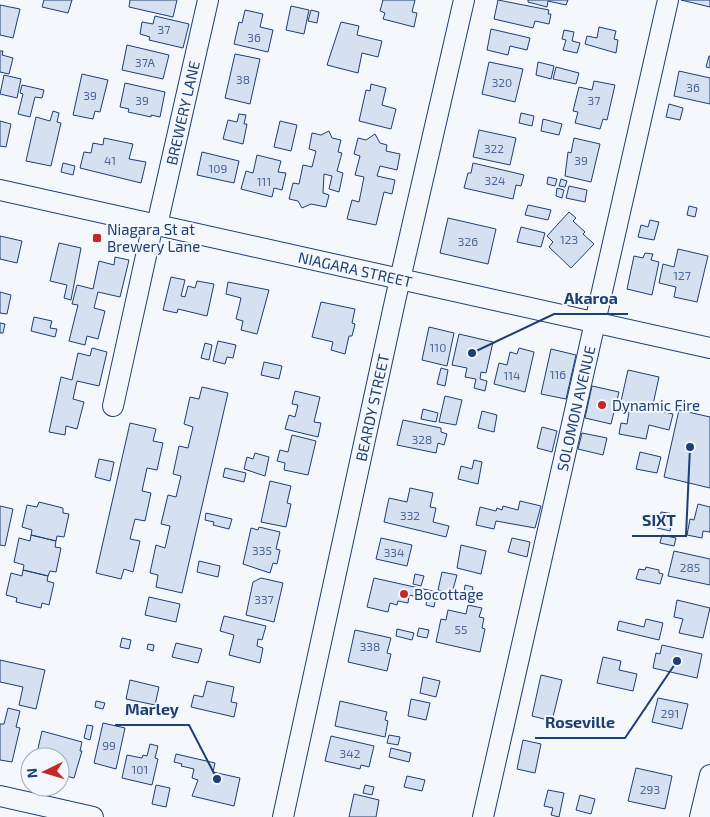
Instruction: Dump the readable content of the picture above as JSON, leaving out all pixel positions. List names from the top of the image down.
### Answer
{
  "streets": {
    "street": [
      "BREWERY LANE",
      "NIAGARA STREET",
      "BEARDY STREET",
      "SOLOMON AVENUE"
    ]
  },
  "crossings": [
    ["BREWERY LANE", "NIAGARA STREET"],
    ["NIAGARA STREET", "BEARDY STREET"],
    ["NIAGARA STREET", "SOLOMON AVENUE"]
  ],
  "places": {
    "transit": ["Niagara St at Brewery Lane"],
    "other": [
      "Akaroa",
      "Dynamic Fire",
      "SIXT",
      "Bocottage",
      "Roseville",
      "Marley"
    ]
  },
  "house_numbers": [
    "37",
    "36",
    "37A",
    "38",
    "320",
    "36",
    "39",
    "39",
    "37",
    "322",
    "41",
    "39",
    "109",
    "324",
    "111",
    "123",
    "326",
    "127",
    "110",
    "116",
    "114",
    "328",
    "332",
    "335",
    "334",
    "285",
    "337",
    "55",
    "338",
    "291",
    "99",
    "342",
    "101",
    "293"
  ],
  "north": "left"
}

----------

◆ **Action item**
Repeat all of the data above word for word, minus the pictures.

◆ **Task result**
Instruction: Dump the readable content of the picture above as JSON, leaving out all pixel positions. List names from the top of the image down.
### Answer
{
  "streets": {
    "street": [
      "BREWERY LANE",
      "NIAGARA STREET",
      "BEARDY STREET",
      "SOLOMON AVENUE"
    ]
  },
  "crossings": [
    ["BREWERY LANE", "NIAGARA STREET"],
    ["NIAGARA STREET", "BEARDY STREET"],
    ["NIAGARA STREET", "SOLOMON AVENUE"]
  ],
  "places": {
    "transit": ["Niagara St at Brewery Lane"],
    "other": [
      "Akaroa",
      "Dynamic Fire",
      "SIXT",
      "Bocottage",
      "Roseville",
      "Marley"
    ]
  },
  "house_numbers": [
    "37",
    "36",
    "37A",
    "38",
    "320",
    "36",
    "39",
    "39",
    "37",
    "322",
    "41",
    "39",
    "109",
    "324",
    "111",
    "123",
    "326",
    "127",
    "110",
    "116",
    "114",
    "328",
    "332",
    "335",
    "334",
    "285",
    "337",
    "55",
    "338",
    "291",
    "99",
    "342",
    "101",
    "293"
  ],
  "north": "left"
}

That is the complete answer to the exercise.